Tuesday, April 24, 2018
Don't Count on the Police
In the United States you have no legal right to expect that the police will protect you from criminal acts or arrest the perpetrators after the fact. There's actually a lot of case law on this subject but I'll stick to just two cases.
In 1975, Carolyn Warren, Joan Taliaferro, and Miriam Douglas were victimized, at knife point, by Marvin Kent and James Morse in a rooming house in Washington, DC. The police were called numerous times but they dropped the ball with the result that "For the next fourteen hours the women were held captive, raped, robbed, beaten, forced to commit sexual acts upon each other, and made to submit to the sexual demands of Kent and Morse." The victims later "sued the District of Columbia and individual members of the Metropolitan Police Department for negligent failure to provide adequate police services" in federal court. In affirming the dismissal of their lawsuit the en banc District of Columbia Court of Appeals adopted the reasoning of a lower court (citations omitted):
The Court, however, does not agree that defendants owed a specific legal duty to plaintiffs with respect to the allegations made in the amended complaint for the reason that the District of Columbia appears to follow the well-established rule that official police personnel and the government employing them are not generally liable to victims of criminal acts for failure to provide adequate police protection ... This uniformly accepted rule rests upon the fundamental principle that a government and its agents are under no general duty to provide public services, such as police protection, to any particular individual citizen ...

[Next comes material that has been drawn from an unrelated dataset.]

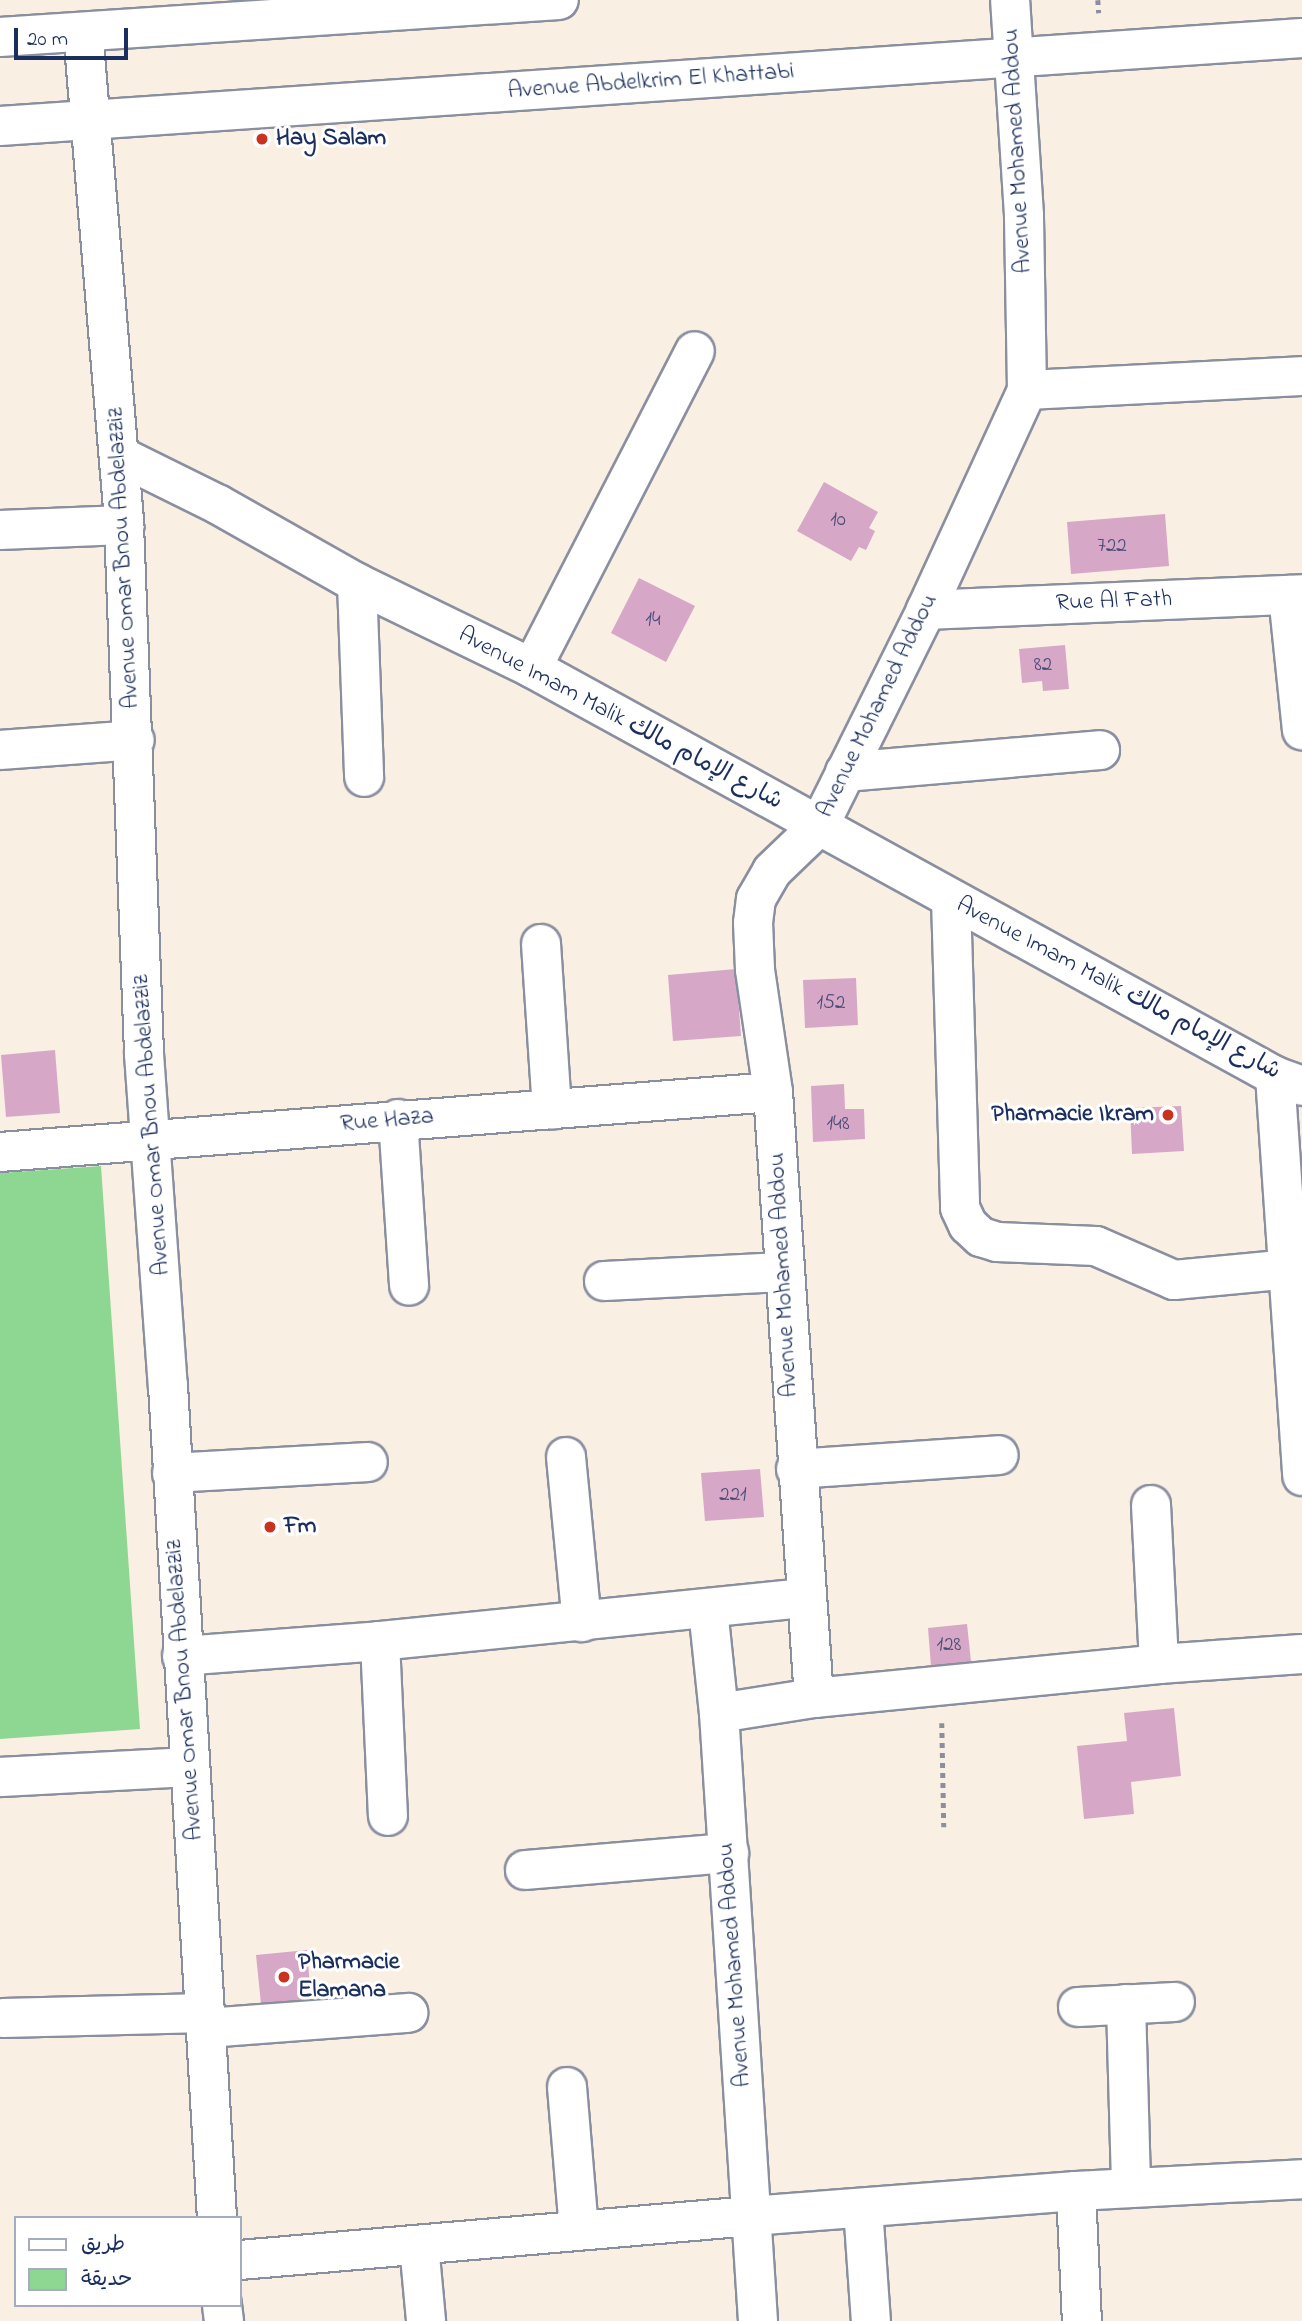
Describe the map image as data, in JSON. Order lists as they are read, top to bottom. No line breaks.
{"streets":{"street":["Avenue Abdelkrim El Khattabi","Avenue Mohamed Addou","Avenue Omar Bnou Abdelazziz","Rue Al Fath","Avenue Imam Malik شارع الإمام مالك","Rue Haza"]},"crossings":[["Avenue Abdelkrim El Khattabi","Avenue Mohamed Addou"],["Avenue Abdelkrim El Khattabi","Avenue Omar Bnou Abdelazziz"],["Avenue Mohamed Addou","Rue Al Fath"],["Avenue Mohamed Addou","Avenue Imam Malik شارع الإمام مالك"],["Avenue Mohamed Addou","Rue Haza"],["Avenue Omar Bnou Abdelazziz","Avenue Imam Malik شارع الإمام مالك"],["Avenue Omar Bnou Abdelazziz","Rue Haza"]],"places":["Hay Salam","Pharmacie Ikram","Fm","Pharmacie Elamana"],"house_numbers":["10","722","14","82","152","148","221","128"],"legend":["طريق","حديقة"],"scale_bar":"20 m"}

A publicly maintained police force constitutes a basic governmental service provided to benefit the community at large by promoting public peace, safety and good order ... Accordingly, courts have without exception concluded that when a municipality or other governmental entity undertakes to furnish police services, it assumes a duty only to the public at large and not to individual members of the community. [Warren v. District of Columbia, 444 A.2d 1 (1981)]In 1999, Jessica Gonzales' estranged husband, Simon Gonzales, abducted their three daughters in violation of a restraining order against him. She made repeated attempts to get police to enforce the restraining order and return her children to her. They did essentially nothing. Her husband murdered the girls and then committed suicide-by-cop.
She filed a lawsuit in federal court alleging that "the town of Castle Rock, Colorado, violated the Due Process Clause of the Fourteenth Amendment to the United States Constitution when its police officers, acting pursuant to official policy or custom, failed to respond properly to her repeated reports that her estranged husband was violating the terms of a restraining order." The US Supreme Court reinstated the District Court's order dismissing the lawsuit. They concluded that Jessica Gonzales "did not, for purposes of the Due Process Clause, have a property interest in police enforcement of the restraining order against her husband" (Castle Rock v. Gonzales, 545 U.S. 748 (2005)).